Deleting a lot of data5
April 12, 2018 by Kenneth Fisher
I recently had the task of deleting a bit over a billion rows from a table. Now I could have done just this:
DELETE FROM tablename WHERE createdate >= '1/1/2017'
But I have a few problems here. The table has no index on createdate, potentially causing problems with tempdb (the sort on createdate). Although in this case tempdb is pretty large because of some large batch work done at various times. I’m also going to be deleting > billion rows of ~6 billion which is probably going to fill up the log of the database (which fortunately isn’t in use yet) and end up rolling back my delete anyway. Even if I don’t fill up the log, I’m still going to bloat it pretty badly (autogrowth). And last, and anything but least, this is on a production server. Even if this database was on its own drive (meaning growth of the log can’t cause a problem with any other databases) that tempdb thing (let alone other resource usage) is going to be an issue.
So what do I do?
If I was deleting most of the table there would be several options. For example, dumping just the rows I’m interested in keeping, truncating the table, and putting what I’m keeping back. But since I’m keeping such a large number of rows it would be even worse than just trying to delete the rows I want to get rid of. So since I can’t delete it all, how about I delete a bit of it at a time?
DELETE TOP (2500000) /*2.5 mil*/ FROM tablename WHERE createdate >= '1/1/2017'
I’m going to have to run that a few times though right?
1,000,000,000 / 2,500,000 = 400
The first time I did this I tried using a WHILE loop and @@rowcount.
DELETE TOP (2500000) /*2.5 mil*/ FROM #tablename WHERE createdate >= '1/1/2017' WHILE @@ROWCOUNT = 0 DELETE TOP (2500000) /*2.5 mil*/ FROM #tablename WHERE createdate >= '1/1/2017'
Unfortunately, that ran into a slight problem. Since it’s a single batch it counts as a single transaction (as best I can tell) and so I ran into the problems above. In this case, the transaction log ran out of space and all of the deletes had to roll back.
So instead I did this:
DELETE TOP (2500000) /*2.5 mil*/ FROM #tablename WHERE createdate >= '1/1/2017' GO 401
Well, really I started out doing 50 batches at a time to make sure things went well.
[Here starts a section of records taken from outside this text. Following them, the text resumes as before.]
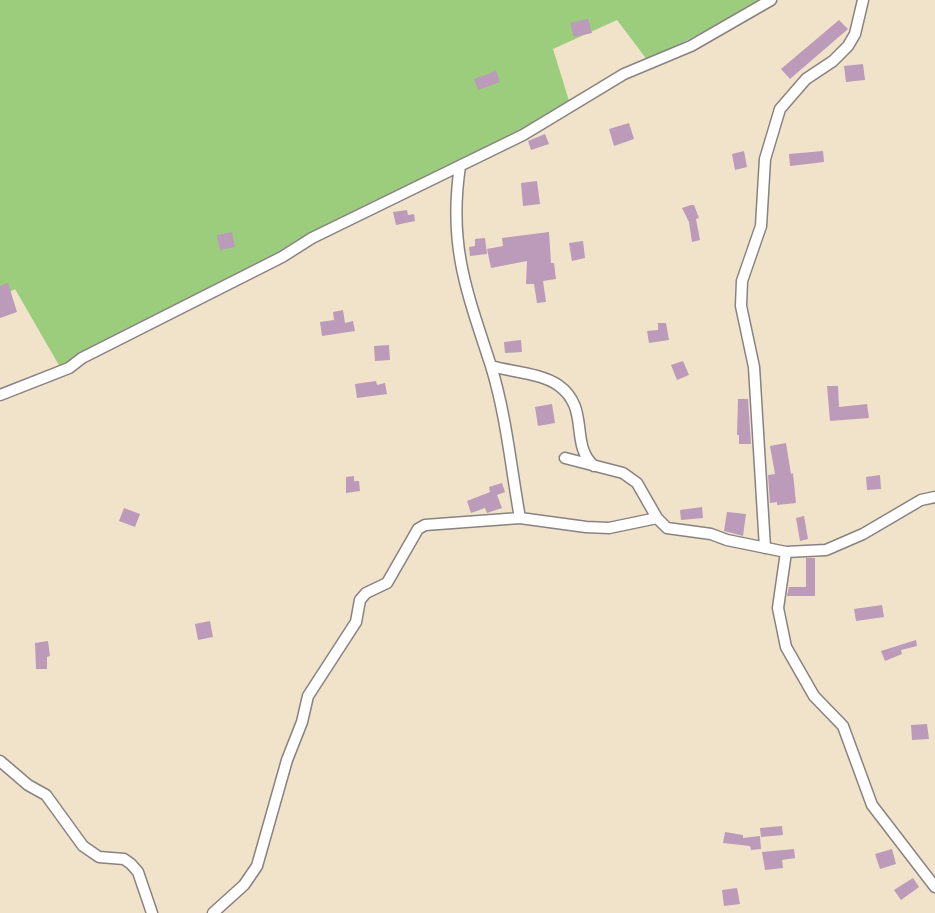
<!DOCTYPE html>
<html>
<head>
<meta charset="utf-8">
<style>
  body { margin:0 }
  canvas { display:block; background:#f0e3c9 }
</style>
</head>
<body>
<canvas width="935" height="913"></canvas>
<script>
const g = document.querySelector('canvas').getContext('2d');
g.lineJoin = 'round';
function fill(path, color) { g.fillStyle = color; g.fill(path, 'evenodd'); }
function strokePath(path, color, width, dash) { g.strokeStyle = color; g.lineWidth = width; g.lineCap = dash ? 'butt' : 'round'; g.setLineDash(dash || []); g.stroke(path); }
const green = new Path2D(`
  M0 0H763L648 61 617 20 553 49 570 104 60 367 15 289 0 297Z`);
const building = new Path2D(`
  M588 19 592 33 574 37 570 23Z
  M839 20 848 29 790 79 781 69Z
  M863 64 865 80 846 82 844 66Z
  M496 71 500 82 478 90 474 79Z
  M629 123 634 139 614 146 609 129Z
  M545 134 549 144 531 150 528 141Z
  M744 151 747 167 735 170 732 154Z
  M823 151 824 162 790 166 789 154Z
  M537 181 540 204 523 206 521 183Z
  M691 205H694L699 218 696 219 700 240 692 242 689 222 682 208Z
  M407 210 408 215 414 214 415 221 396 225 393 212Z
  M232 232 235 247 220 250 217 235Z
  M549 232 551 263H554L556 279 543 281 546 302 537 303 534 284H526L527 261 491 268 487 249 503 246 502 238Z
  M485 238 487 254 470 256 469 247 475 246V239Z
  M583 241 585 258 572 261 569 243Z
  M8 283 17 312 0 318V286Z
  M343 310 345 323 353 321 355 331 322 336 320 322 334 320 333 312Z
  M658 323H666L669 340 649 343 647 331 658 330Z
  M521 340 522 352 505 353 504 342Z
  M389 345 390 360 375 361 374 346Z
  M683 361 689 375 677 380 671 365Z
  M376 381 377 385 385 383 387 394 357 398 355 384Z
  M827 386H838L839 407 867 404 869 418 830 421Z
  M738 399H748L751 444H739V435H737Z
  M552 404 555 423 538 426 535 407Z
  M786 443 791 474 793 473 796 503 777 505V502L770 503 768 475 775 474 770 446Z
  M880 475 881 489 867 490 866 477Z
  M354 476V481H359L360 491 346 493V477Z
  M502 483 505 492 497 495 502 508 487 513 485 508 471 513 467 501 490 492 489 487Z
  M702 507 703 518 681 520 680 510Z
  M124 508 140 514 135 527 119 521Z
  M727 512 746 514 743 536 724 531Z
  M804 516 808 539 800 541 796 518Z
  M806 558H815V596H787L789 587H806Z
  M882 605 884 617 856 621 854 609Z
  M210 621 213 637 198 640 195 624Z
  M916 640 917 646 901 650 902 654 885 661 881 651Z
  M48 641 50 656 47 657V669H36L35 643Z
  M927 724 929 739 912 740 911 725Z
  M782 826 783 835 761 837 760 828Z
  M725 832 743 835V838L760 836 761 849 751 850 750 846 723 843Z
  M794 849 795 858 782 860 783 868 765 870 762 852Z
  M892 849 896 864 880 869 875 854Z
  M913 878 919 887 901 900 894 890Z
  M737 888 740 904 724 906 722 890Z`);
const minor = new Path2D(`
  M460 166C448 246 467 292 491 366 506 414 511 468 520 518
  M491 366C512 372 540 373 558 385 591 408 569 444 594 466
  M0 395 69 368 82 358 282 257 312 238 523 135 624 74 691 46 771 0
  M565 458 623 473 637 483 657 518 667 528 711 534 727 540 786 552 826 550 863 534 921 500 935 497
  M765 548 754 367 741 306 742 281 761 226 765 159 780 109 806 79 833 61 848 46 855 34 863 0
  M786 552 778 608 786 647 814 696 843 726 872 805 935 887
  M0 761 28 785 46 795 83 846 99 857 124 859 131 864 138 872 152 913
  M213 913 244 885 257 866 287 760 302 722 308 696 356 622 360 600 366 593 387 583 418 529 425 525 520 518 586 527 609 528 657 518`);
fill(green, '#9bcd7d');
fill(building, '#bc9aba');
strokePath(minor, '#898282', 13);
strokePath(minor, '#fff', 10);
</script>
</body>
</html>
Then after doing that I did a quick row count and divided by the 2.5 mil to see how many times I still needed to run the delete. Last but not least the 2.5 million was an educated guess as to the size of the delete that would run fastest. Too large a value and each delete takes too long, too small and you have to run too many deletes. I was also very lucky here that the database is in SIMPLE recovery. Otherwise, I would have had to do a number of batches, log backup, number of batches, log backup etc.
Regardless, it takes a while to delete a billion rows so have fun!
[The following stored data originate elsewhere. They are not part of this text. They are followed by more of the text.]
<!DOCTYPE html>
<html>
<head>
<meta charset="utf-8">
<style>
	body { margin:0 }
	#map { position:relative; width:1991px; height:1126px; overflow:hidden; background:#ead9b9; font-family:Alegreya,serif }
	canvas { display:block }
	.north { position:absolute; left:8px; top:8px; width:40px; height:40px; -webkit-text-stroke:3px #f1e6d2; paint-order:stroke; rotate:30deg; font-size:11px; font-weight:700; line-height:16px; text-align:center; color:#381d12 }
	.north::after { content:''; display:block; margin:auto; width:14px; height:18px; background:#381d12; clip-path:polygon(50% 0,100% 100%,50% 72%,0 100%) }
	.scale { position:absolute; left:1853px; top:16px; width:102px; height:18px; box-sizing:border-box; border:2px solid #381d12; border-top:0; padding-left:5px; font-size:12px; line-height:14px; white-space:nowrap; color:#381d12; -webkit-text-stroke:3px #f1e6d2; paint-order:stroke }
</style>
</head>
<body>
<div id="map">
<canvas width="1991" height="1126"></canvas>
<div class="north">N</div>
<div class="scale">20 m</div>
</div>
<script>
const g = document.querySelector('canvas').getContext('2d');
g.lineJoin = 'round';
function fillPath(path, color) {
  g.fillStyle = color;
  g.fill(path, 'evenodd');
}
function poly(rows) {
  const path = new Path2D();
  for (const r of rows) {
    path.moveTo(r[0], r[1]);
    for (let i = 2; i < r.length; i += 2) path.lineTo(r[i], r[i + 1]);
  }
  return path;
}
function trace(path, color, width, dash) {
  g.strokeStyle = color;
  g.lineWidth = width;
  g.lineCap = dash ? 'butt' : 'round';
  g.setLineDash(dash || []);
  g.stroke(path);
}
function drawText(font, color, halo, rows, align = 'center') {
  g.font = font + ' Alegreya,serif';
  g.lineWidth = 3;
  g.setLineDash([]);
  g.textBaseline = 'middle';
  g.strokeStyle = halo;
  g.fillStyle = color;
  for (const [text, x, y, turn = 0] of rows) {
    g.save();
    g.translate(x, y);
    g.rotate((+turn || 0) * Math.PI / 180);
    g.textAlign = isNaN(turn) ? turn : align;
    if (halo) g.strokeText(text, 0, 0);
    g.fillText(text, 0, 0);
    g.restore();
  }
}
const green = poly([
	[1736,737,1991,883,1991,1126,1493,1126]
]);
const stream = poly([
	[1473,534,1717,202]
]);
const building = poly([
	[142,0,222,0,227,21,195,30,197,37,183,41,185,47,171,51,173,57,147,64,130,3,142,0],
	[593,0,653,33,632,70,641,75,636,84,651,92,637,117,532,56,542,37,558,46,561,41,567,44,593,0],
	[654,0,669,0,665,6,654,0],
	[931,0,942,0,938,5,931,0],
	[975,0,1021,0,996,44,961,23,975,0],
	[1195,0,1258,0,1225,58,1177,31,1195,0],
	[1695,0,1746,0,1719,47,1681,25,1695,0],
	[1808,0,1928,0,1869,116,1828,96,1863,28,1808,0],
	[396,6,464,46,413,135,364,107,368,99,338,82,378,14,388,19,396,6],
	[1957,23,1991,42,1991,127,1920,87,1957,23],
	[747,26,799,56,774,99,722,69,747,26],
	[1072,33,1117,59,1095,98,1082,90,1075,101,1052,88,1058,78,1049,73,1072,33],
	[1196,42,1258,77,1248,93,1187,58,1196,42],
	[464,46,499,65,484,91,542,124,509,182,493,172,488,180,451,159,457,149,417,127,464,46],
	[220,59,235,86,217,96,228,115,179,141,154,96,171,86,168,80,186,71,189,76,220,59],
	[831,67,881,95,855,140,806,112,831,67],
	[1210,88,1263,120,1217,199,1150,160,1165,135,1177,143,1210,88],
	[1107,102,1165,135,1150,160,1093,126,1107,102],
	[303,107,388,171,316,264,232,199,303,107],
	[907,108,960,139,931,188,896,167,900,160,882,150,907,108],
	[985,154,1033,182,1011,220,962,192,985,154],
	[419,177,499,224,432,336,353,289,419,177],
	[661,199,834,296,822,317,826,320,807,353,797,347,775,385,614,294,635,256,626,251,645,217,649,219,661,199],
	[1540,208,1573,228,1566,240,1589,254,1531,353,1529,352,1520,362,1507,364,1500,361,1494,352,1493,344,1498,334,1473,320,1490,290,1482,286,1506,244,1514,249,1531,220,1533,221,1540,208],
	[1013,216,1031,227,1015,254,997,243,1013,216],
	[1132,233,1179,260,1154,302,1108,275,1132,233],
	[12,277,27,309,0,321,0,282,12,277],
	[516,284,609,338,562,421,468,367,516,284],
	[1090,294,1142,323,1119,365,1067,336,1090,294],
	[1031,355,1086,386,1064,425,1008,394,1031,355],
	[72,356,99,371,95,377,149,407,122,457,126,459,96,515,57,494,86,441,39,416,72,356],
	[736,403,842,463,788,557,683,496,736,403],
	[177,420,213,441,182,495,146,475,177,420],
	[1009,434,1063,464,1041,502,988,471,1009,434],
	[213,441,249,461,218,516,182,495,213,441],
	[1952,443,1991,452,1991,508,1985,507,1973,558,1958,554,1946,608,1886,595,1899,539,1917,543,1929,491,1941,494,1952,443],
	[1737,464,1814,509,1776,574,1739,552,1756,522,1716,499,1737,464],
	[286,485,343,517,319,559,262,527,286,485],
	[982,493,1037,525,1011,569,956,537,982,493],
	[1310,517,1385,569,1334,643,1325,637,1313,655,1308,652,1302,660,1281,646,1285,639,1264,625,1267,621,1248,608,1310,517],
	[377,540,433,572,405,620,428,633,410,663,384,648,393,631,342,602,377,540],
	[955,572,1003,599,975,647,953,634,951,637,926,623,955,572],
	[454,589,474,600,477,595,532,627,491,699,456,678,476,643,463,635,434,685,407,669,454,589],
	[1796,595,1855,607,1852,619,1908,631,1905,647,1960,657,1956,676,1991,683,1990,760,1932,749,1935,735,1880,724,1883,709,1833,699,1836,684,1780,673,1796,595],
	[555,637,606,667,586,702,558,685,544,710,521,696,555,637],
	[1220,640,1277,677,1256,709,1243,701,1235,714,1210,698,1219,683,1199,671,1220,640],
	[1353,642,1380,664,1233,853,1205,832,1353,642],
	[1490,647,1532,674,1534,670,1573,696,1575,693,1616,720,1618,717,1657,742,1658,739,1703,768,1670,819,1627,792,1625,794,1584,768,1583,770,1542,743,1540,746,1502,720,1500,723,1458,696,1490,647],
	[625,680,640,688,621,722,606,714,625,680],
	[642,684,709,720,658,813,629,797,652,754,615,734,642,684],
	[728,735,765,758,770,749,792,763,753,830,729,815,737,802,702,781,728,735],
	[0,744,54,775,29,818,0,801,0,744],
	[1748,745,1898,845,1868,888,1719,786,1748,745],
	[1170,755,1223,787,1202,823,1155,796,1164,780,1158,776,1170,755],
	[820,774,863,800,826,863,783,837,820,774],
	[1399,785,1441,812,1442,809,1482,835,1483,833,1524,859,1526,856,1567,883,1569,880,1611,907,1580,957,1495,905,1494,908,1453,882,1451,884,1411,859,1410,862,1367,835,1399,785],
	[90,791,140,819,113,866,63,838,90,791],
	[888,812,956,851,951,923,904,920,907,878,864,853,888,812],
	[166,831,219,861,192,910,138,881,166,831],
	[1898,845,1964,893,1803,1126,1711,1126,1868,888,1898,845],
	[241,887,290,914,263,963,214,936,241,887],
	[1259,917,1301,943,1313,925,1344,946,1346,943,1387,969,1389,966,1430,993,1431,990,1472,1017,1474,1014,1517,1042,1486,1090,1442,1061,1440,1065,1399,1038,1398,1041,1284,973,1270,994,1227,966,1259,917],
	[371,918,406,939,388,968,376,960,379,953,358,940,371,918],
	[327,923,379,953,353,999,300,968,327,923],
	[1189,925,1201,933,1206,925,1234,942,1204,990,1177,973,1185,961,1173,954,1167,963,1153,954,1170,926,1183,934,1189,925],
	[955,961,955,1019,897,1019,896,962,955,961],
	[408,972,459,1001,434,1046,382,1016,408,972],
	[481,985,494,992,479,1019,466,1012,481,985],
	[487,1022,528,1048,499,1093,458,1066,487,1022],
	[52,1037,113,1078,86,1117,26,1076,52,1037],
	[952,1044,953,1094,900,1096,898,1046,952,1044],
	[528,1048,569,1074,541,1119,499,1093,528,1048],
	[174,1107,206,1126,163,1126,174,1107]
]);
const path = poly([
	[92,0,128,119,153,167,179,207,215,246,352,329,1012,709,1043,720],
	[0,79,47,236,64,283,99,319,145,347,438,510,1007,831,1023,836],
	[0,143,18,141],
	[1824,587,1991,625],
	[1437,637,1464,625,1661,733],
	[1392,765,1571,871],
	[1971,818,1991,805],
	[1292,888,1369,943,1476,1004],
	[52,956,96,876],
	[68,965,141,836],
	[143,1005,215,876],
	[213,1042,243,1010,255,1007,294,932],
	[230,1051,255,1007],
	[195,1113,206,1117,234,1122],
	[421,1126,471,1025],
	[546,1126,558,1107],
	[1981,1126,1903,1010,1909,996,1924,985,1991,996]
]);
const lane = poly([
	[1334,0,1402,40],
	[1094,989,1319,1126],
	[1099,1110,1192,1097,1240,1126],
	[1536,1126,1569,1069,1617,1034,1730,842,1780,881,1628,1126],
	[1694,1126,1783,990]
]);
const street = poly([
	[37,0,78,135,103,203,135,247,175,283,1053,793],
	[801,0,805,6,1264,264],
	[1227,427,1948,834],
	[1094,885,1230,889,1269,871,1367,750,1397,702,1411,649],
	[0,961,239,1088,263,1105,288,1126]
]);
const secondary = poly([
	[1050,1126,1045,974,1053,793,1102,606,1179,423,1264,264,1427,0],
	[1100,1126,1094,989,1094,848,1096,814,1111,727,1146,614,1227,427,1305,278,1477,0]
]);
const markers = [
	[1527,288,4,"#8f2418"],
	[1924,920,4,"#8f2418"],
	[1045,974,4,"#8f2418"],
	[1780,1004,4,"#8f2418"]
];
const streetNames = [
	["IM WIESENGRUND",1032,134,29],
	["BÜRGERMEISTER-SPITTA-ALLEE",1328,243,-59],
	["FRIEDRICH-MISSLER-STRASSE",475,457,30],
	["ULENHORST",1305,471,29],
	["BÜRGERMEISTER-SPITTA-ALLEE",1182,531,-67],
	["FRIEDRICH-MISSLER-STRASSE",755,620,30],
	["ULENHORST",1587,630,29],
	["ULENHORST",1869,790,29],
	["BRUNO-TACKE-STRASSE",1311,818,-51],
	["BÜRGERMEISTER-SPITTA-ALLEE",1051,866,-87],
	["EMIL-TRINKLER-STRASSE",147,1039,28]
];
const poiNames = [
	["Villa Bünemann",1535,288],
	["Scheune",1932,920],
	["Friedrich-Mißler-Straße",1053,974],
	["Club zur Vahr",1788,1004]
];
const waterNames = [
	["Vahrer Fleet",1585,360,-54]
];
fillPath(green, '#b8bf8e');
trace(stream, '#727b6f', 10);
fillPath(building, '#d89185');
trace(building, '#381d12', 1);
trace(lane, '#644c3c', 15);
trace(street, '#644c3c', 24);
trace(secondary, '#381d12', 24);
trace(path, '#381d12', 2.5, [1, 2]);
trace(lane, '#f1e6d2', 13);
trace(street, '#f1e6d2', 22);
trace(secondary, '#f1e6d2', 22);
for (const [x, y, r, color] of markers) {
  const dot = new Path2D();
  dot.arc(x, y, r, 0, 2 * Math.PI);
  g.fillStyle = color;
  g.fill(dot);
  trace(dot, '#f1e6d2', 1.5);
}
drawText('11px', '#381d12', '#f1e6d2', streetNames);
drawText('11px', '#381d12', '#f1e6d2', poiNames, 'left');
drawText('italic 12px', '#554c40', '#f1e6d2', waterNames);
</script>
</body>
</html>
Category: Microsoft SQL Server, Problem Resolution, SQLServerPedia Syndication, T-SQL | Tags: best practices, microsoft sql server, problem resolution, T-SQL
5 thoughts on “Deleting a lot of data”
Leave a Reply Cancel reply
This site uses Akismet to reduce spam. Learn how your comment data is processed.
[…] Kenneth Fisher wants to delete a lot of rows: […]
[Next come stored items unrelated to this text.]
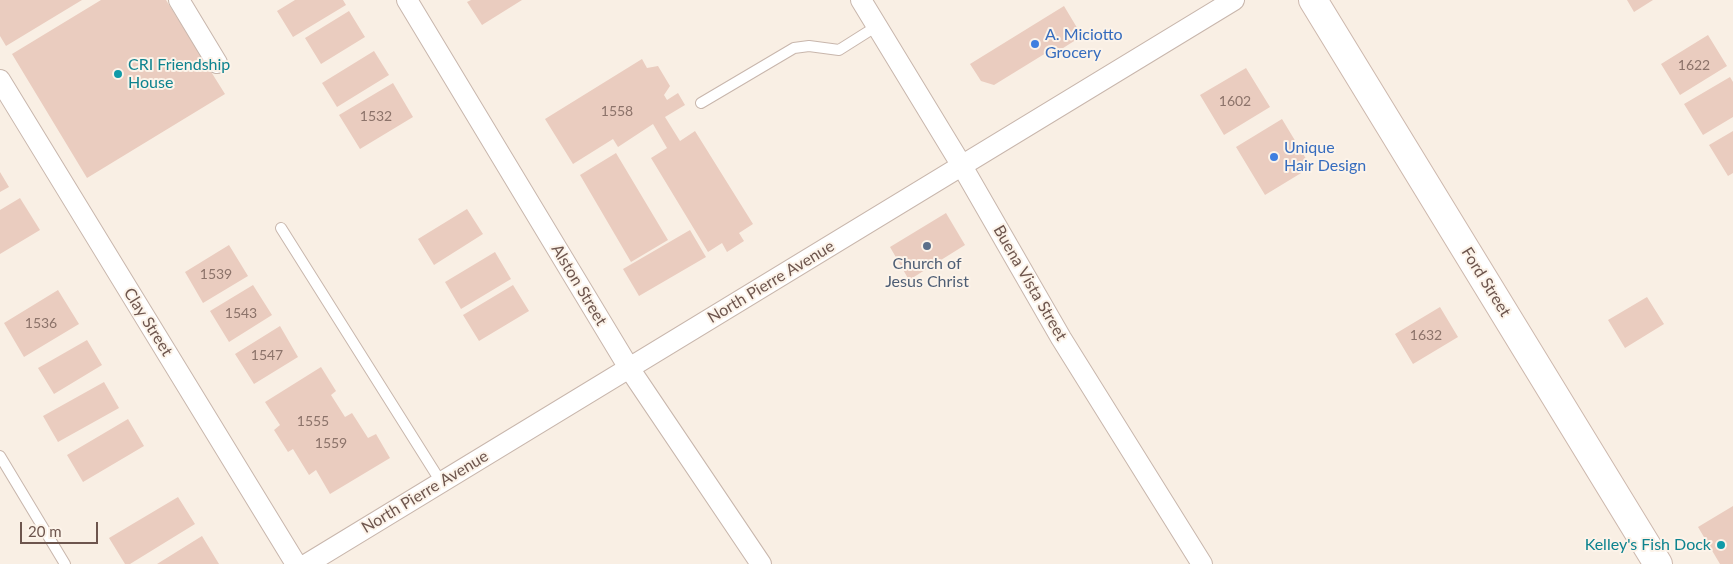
<!DOCTYPE html>
<html>
<head>
<meta charset="utf-8">
<style>
  body { margin:0 }
  #map { position:relative; width:1733px; height:564px; overflow:hidden; background:#f9efe4; font-family:Lato,sans-serif }
  canvas { display:block }
  .scale { position:absolute; left:20px; top:522px; width:78px; height:22px; box-sizing:border-box; border:2px solid #6d554d; border-top:0; padding-left:6px; font-size:15px; line-height:18px; white-space:nowrap; color:#6d554d; -webkit-text-stroke:4px #fcf3e9; paint-order:stroke }
</style>
</head>
<body>
<div id="map">
<canvas width="1733" height="564"></canvas>
<div class="scale">20 m</div>
</div>
<script>
const ctx = document.querySelector('canvas').getContext('2d');
ctx.lineJoin = 'round';
function fill(path, color) {
  ctx.fillStyle = color;
  ctx.fill(path, 'evenodd');
}
function toPath(rows) {
  const path = new Path2D();
  for (const r of rows) {
    path.moveTo(r[0], r[1]);
    for (let i = 2; i < r.length; i += 2) path.lineTo(r[i], r[i + 1]);
  }
  return path;
}
function stroke(path, color, width, dash) {
  ctx.strokeStyle = color;
  ctx.lineWidth = width;
  ctx.lineCap = dash ? 'butt' : 'round';
  ctx.setLineDash(dash || []);
  ctx.stroke(path);
}
function label(font, color, halo, rows, align = 'center') {
  ctx.font = font + ' Lato,sans-serif';
  ctx.lineWidth = 4;
  ctx.setLineDash([]);
  ctx.textBaseline = 'middle';
  ctx.strokeStyle = halo;
  ctx.fillStyle = color;
  for (const [text, x, y, turn = 0] of rows) {
    ctx.save();
    ctx.translate(x, y);
    ctx.rotate((+turn || 0) * Math.PI / 180);
    ctx.textAlign = isNaN(turn) ? turn : align;
    if (halo) ctx.strokeText(text, 0, 0);
    ctx.fillText(text, 0, 0);
    ctx.restore();
  }
}
const building = toPath([
  [0,0,82,0,6,46,0,36],
  [101,0,166,0,225,94,87,178,12,54],
  [295,0,343,0,346,5,293,37,277,11],
  [471,0,522,0,482,25,467,2],
  [1627,0,1653,0,1634,12],
  [1064,6,1082,36,1049,57,1046,53,994,85,981,81,970,64],
  [349,11,365,37,321,64,305,38],
  [1708,35,1727,66,1680,95,1661,64],
  [374,51,389,75,337,107,322,83],
  [642,59,647,68,658,66,670,86,664,95,667,100,678,93,685,105,665,117,680,141,695,131,753,224,739,233,744,241,727,252,722,243,708,252,651,158,667,148,653,124,618,147,613,139,573,164,545,119],
  [1246,68,1270,107,1224,135,1200,95],
  [1730,77,1733,82,1733,117,1703,135,1684,104],
  [393,83,413,117,360,149,339,115],
  [1282,119,1311,167,1265,195,1236,147],
  [1733,131,1733,173,1728,176,1709,145],
  [616,153,668,240,631,262,580,175],
  [0,172,9,187,0,192],
  [20,198,40,230,0,254,0,210],
  [467,209,483,234,434,265,418,239],
  [946,213,965,245,909,280,890,247],
  [690,230,706,257,639,296,623,269],
  [229,245,248,276,203,303,185,272],
  [495,252,511,279,461,309,445,282],
  [253,285,272,315,229,342,210,311],
  [513,285,529,311,479,341,463,315],
  [58,290,79,324,24,357,4,323],
  [1647,297,1664,324,1625,348,1608,320],
  [1440,307,1458,337,1413,364,1395,334],
  [280,326,298,357,254,384,235,354],
  [87,340,102,365,54,394,38,368],
  [321,367,336,391,331,395,345,417,352,413,368,438,376,434,390,458,330,494,316,470,309,475,293,449,288,452,274,430,280,425,265,402],
  [104,382,119,408,58,442,43,416],
  [128,419,144,446,83,482,67,455],
  [178,497,195,524,130,564,125,564,109,538],
  [1733,506,1733,564,1720,564,1698,527],
  [202,536,219,564,157,564]
]);
const lane = toPath([
  [701,103,794,48,809,46,839,50,877,26],
  [281,228,441,482],
  [0,456,65,564]
]);
const street = toPath([
  [179,0,217,63],
  [407,0,629,368,761,564],
  [861,0,962,166,1061,338,1202,564],
  [0,80,296,564],
  [307,564,1234,0]
]);
const secondary = toPath([
  [1313,0,1658,564]
]);
const markers = [
  [1035,44,5,"#3f7fe0"],
  [118,74,5,"#0f9aa8"],
  [1274,157,5,"#3f7fe0"],
  [927,246,5,"#5c6f8a"],
  [1721,545,5,"#0f9aa8"]
];
const numberNames = [
  ["1622",1694,65],
  ["1602",1235,101],
  ["1558",617,111],
  ["1532",376,116],
  ["1539",216,274],
  ["1543",241,313],
  ["1536",41,323],
  ["1632",1426,335],
  ["1547",267,355],
  ["1555",313,421],
  ["1559",331,443]
];
const shopNames = [
  ["A. Miciotto",1045,35],
  ["Grocery",1045,53],
  ["Unique",1284,148],
  ["Hair Design",1284,166]
];
const cultureNames = [
  ["CRI Friendship",128,65],
  ["House",128,83],
  ["Kelley's Fish Dock",1711,545,"right"]
];
const serviceNames = [
  ["Church of",927,264],
  ["Jesus Christ",927,282]
];
const streetNames = [
  ["North Pierre Avenue",771,282,-31],
  ["Ford Street",1486,282,58],
  ["Buena Vista Street",1030,283,60],
  ["Alston Street",579,285,59],
  ["Clay Street",148,322,58],
  ["North Pierre Avenue",425,492,-31]
];
fill(building, '#eaccbf');
stroke(lane, '#c8b6ac', 12);
stroke(street, '#c8b6ac', 22);
stroke(secondary, '#cdb8ad', 30);
stroke(lane, '#fff', 10);
stroke(street, '#fff', 20);
stroke(secondary, '#fff', 28);
for (const [x, y, r, color] of markers) {
  const dot = new Path2D();
  dot.arc(x, y, r, 0, 2 * Math.PI);
  ctx.fillStyle = color;
  ctx.fill(dot);
  stroke(dot, '#fcf3e9', 2);
}
label('14px', '#8c736a', null, numberNames);
label('16px', '#366cbe', '#fcf3e9', shopNames, 'left');
label('16px', '#0d838f', '#fcf3e9', cultureNames, 'left');
label('16px', '#4e5e75', '#fcf3e9', serviceNames);
label('16px', '#6d554d', '#fcf3e9', streetNames);
</script>
</body>
</html>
Learned something there. I’d never have thought that a WHILE loop would execute everything in a single batch. When you think about it, I suppose it makes sense.
Yep. I had the same feeling the first time it happened to me 😀
I originally wanted to post that using the set rowcount method (with while and commit) is superior to the delete top(n) method due to sorting but then I found when looking at the execution plans that both use the expensive sort operator. I had a similar task recently and found that what REALLY speeds things up is deleting all indexes except the PK and re-create them afterwards.
Great article tough, very useful. GO N
Thanks 🙂 And the index idea is a good one for certain tasks, but in my case I was deleting say 1 billion rows of 6. Getting rid of the indexes & re-creating might actually have increased my time.